* [What to produce]: The lines to copy from the listing below are those that contain the string "they".

* [Supplied entries]:
·····

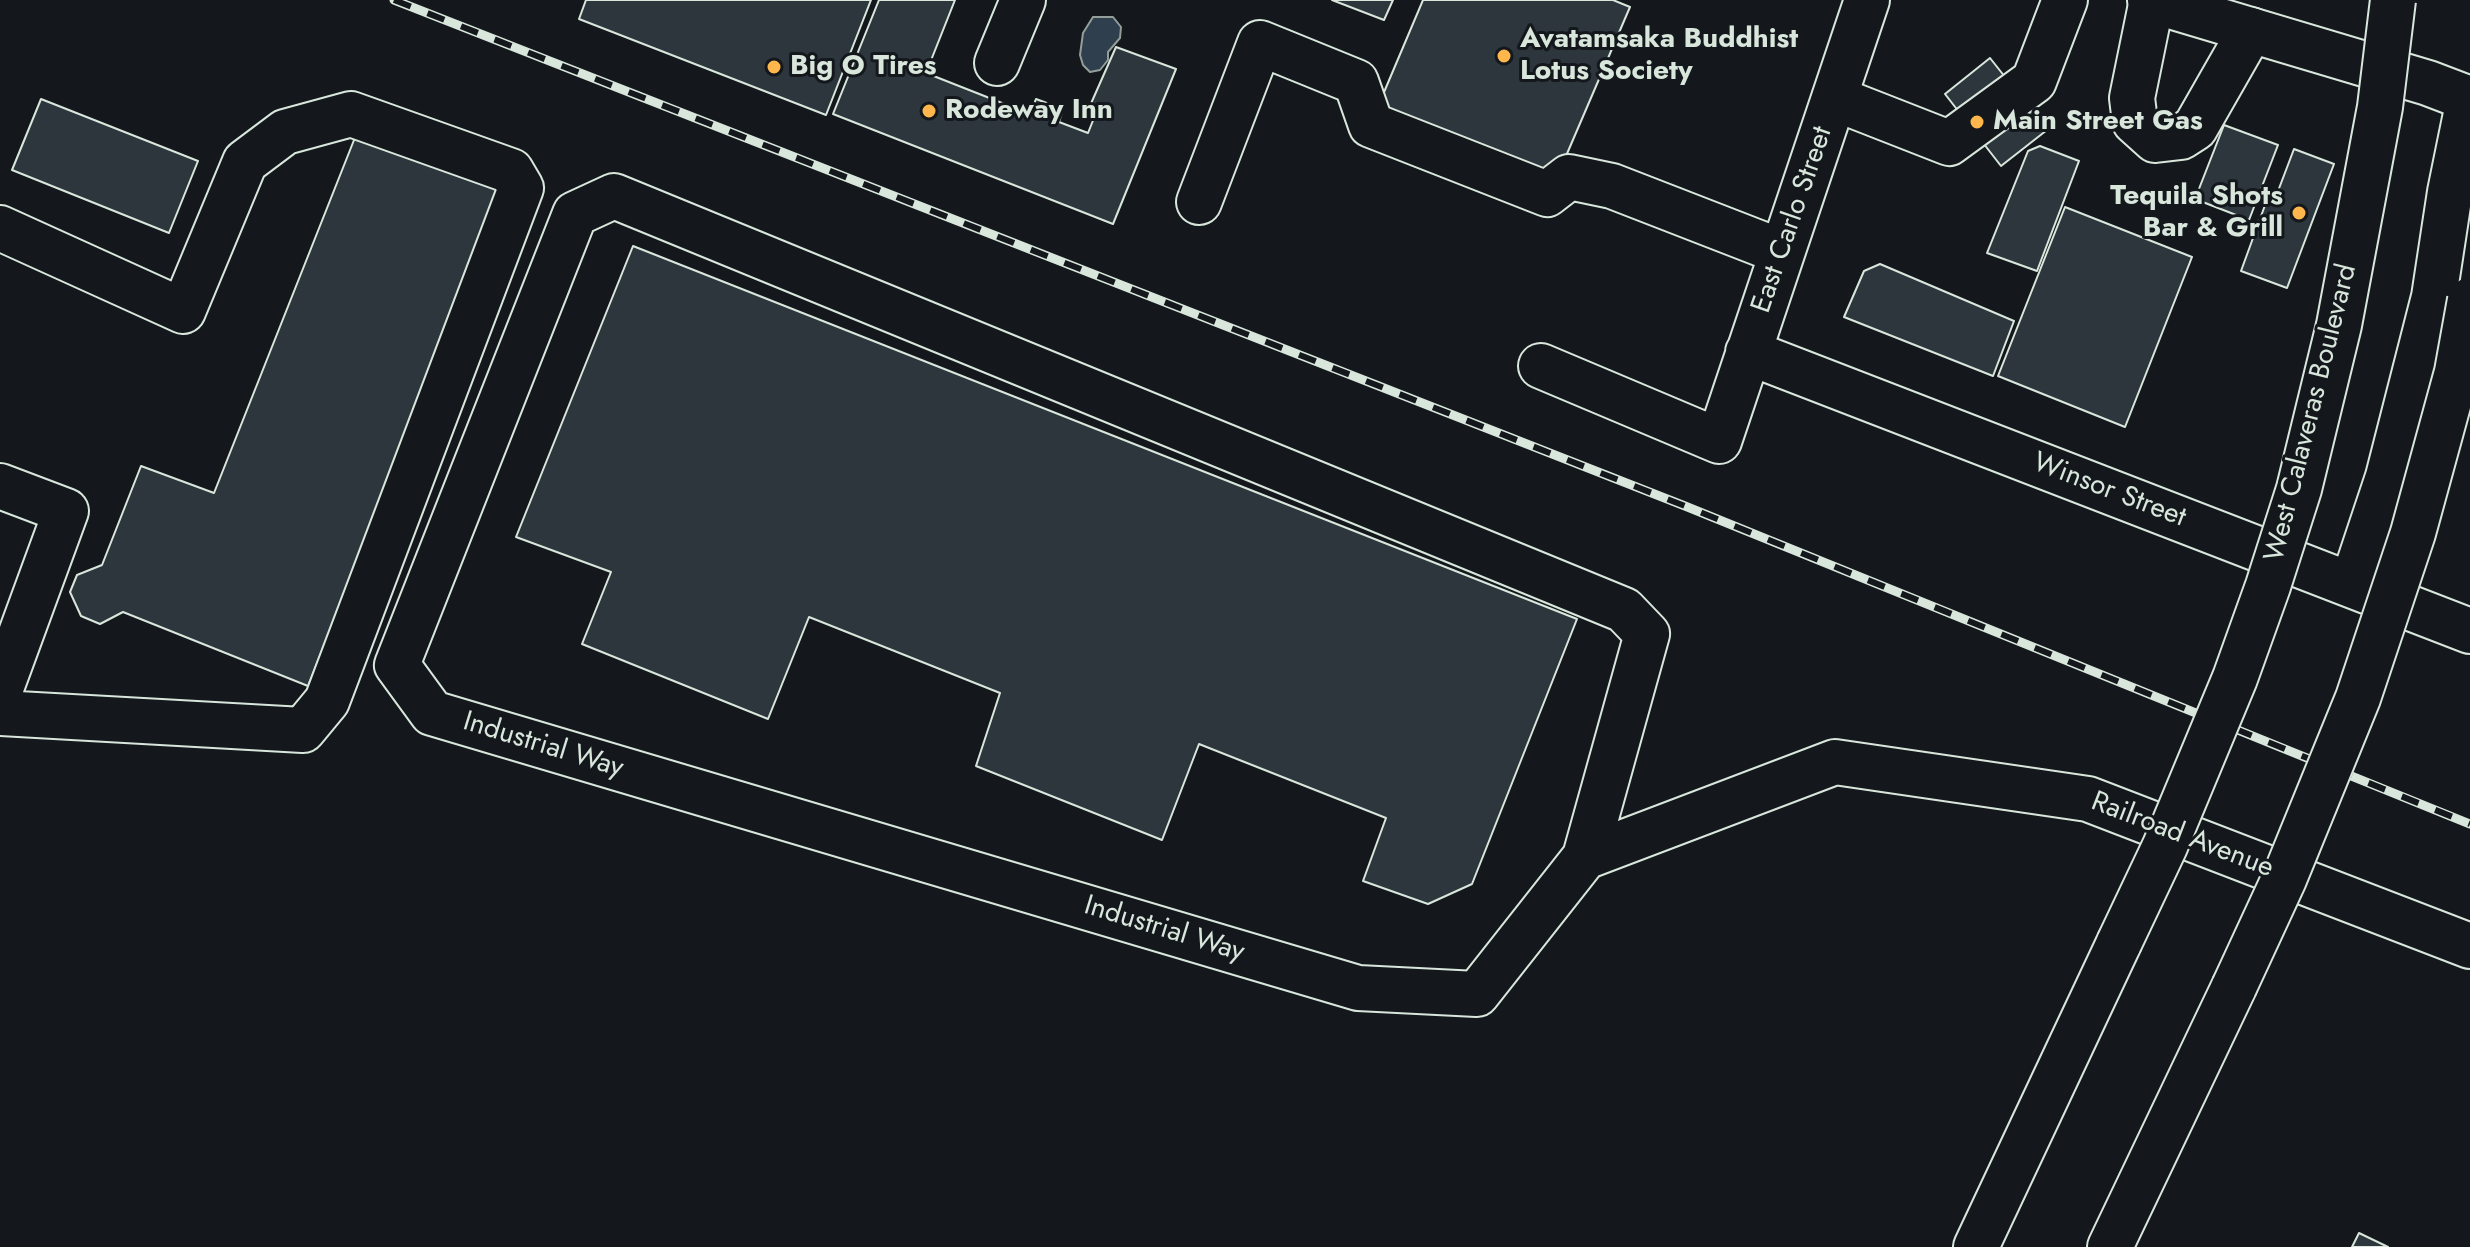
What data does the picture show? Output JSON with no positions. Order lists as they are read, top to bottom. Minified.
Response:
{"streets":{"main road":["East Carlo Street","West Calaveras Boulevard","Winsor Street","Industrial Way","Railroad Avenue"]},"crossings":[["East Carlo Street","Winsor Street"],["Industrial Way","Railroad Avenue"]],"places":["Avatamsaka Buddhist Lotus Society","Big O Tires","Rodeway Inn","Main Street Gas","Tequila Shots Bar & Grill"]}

·····

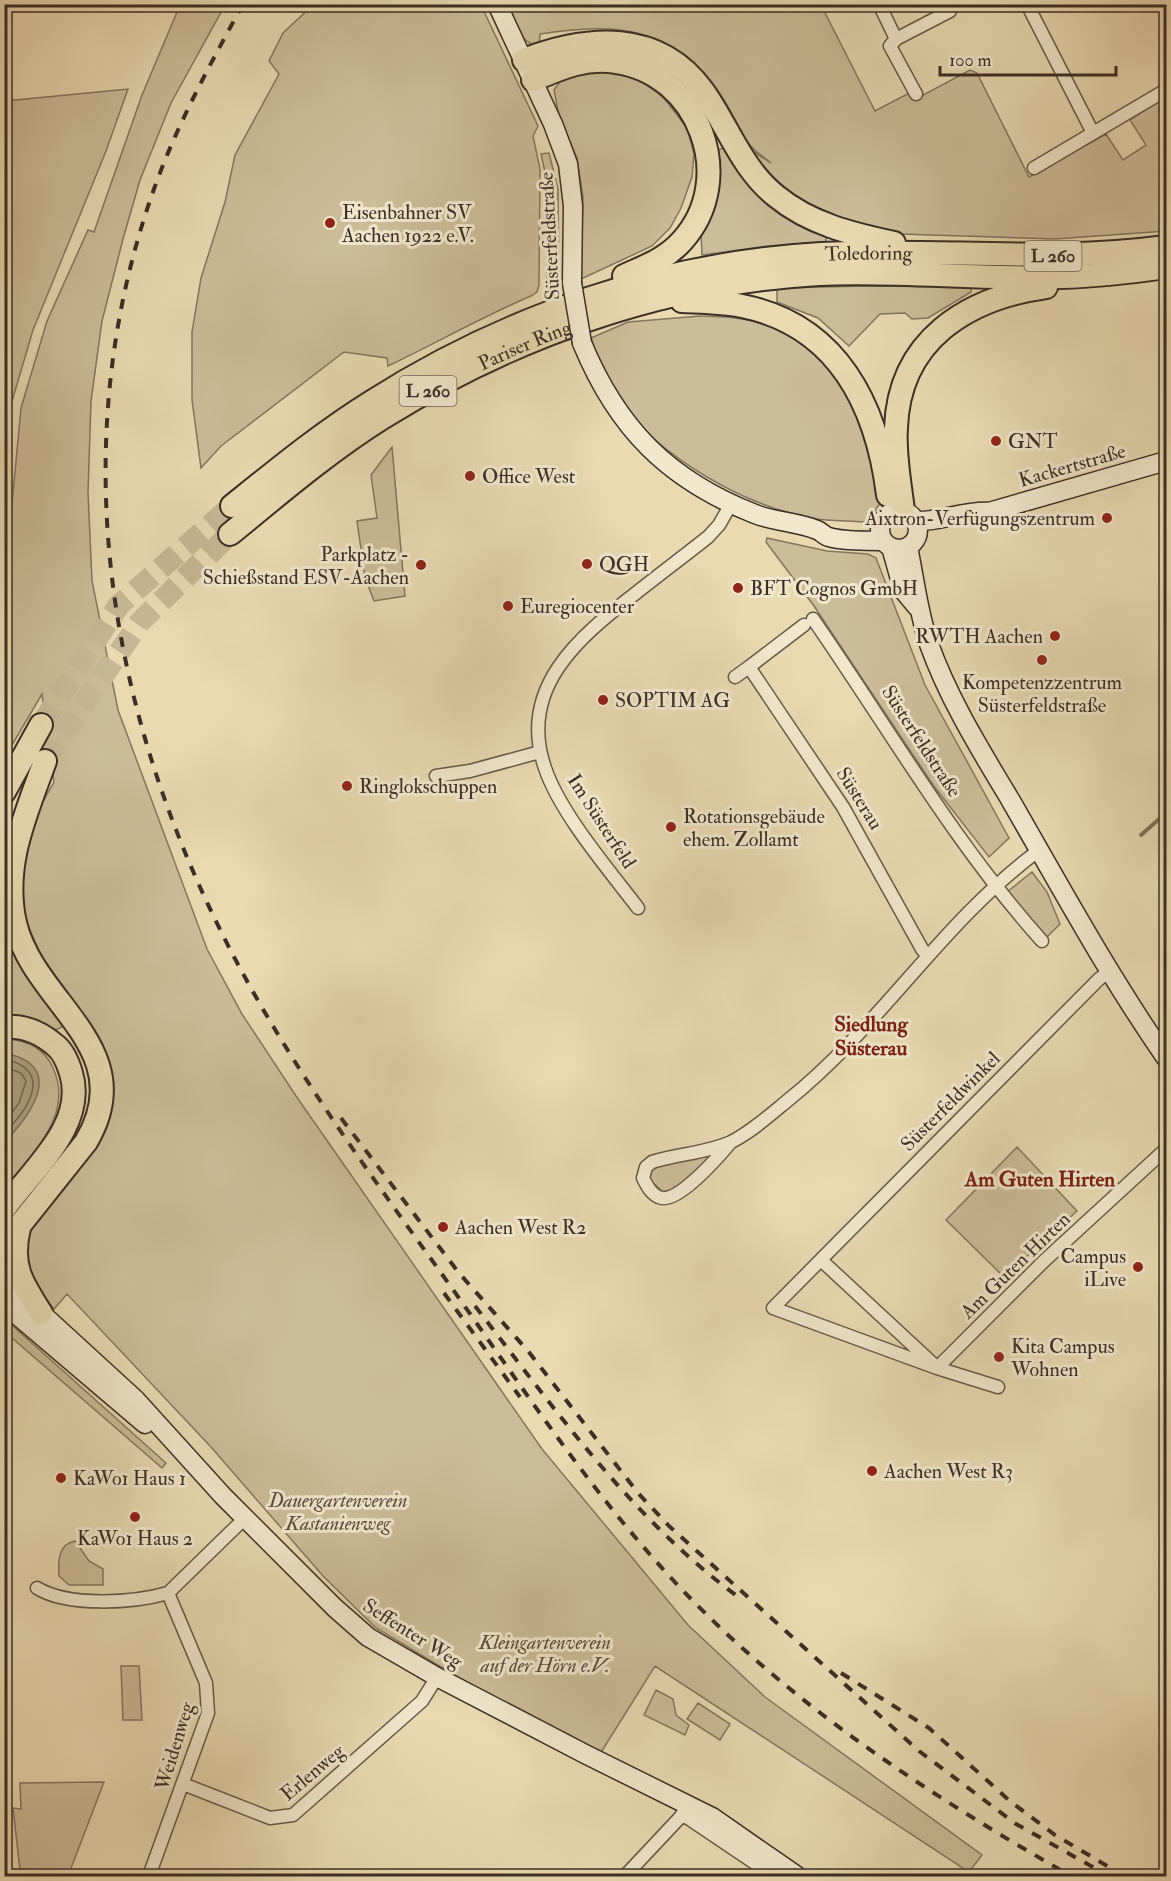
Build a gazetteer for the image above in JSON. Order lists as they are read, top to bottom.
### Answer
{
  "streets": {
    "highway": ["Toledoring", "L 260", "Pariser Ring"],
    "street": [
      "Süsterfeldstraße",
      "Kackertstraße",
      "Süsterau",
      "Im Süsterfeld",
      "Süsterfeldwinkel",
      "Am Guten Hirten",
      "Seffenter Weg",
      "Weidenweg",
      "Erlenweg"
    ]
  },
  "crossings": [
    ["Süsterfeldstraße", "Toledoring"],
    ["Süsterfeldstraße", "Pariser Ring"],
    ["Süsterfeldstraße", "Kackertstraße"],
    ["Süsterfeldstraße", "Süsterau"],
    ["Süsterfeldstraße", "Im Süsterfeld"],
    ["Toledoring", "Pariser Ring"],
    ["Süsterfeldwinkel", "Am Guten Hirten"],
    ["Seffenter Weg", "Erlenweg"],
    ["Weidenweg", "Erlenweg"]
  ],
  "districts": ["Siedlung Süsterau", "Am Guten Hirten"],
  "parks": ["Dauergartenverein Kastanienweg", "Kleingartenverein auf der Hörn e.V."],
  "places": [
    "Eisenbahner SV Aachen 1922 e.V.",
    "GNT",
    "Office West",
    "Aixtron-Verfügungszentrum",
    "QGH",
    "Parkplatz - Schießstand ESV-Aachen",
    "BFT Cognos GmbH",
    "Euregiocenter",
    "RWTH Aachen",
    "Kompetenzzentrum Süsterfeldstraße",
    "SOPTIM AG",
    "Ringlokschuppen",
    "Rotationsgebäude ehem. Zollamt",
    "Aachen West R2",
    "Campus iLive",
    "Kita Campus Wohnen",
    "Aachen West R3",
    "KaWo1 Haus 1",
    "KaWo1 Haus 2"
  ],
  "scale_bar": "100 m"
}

·····

* [Output of the exercise]:
What data does the picture show? Output JSON with no positions. Order lists as they are read, top to bottom. Minified.
Build a gazetteer for the image above in JSON. Order lists as they are read, top to bottom.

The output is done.